(Extracted data entries)
*-*-*

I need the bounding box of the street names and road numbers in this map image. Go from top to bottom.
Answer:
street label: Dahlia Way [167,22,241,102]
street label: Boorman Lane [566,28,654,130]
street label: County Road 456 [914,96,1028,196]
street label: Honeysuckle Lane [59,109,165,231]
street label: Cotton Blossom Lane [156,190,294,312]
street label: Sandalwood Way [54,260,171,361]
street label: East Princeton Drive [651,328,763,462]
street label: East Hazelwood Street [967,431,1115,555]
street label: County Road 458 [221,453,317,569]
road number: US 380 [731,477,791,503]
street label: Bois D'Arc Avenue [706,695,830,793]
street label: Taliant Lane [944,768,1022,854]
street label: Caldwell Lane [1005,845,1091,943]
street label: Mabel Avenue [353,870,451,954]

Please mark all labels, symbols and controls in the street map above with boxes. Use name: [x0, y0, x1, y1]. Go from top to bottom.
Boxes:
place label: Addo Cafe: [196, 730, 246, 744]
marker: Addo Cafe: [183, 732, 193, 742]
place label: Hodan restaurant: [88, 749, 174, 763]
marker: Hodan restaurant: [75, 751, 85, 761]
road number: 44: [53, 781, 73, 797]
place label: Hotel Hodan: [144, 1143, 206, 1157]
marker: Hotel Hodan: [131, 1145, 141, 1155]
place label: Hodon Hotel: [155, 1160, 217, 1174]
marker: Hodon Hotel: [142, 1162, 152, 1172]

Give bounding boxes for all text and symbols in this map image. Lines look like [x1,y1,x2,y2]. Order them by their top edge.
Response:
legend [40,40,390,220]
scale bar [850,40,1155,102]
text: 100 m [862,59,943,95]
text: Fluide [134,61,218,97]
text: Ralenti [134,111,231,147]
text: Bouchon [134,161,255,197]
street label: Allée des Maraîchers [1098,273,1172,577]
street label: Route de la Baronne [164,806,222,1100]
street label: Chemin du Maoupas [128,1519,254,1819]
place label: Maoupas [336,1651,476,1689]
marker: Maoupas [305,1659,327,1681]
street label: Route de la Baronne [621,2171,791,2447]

*-*-*

| Aim of the exercise |
Report each line of the entries where the word "from" occurs.

| Your solution |
I need the bounding box of the street names and road numbers in this map image. Go from top to bottom.
Please mark all labels, symbols and controls in the street map above with boxes. Use name: [x0, y0, x1, y1]. Go from top to bottom.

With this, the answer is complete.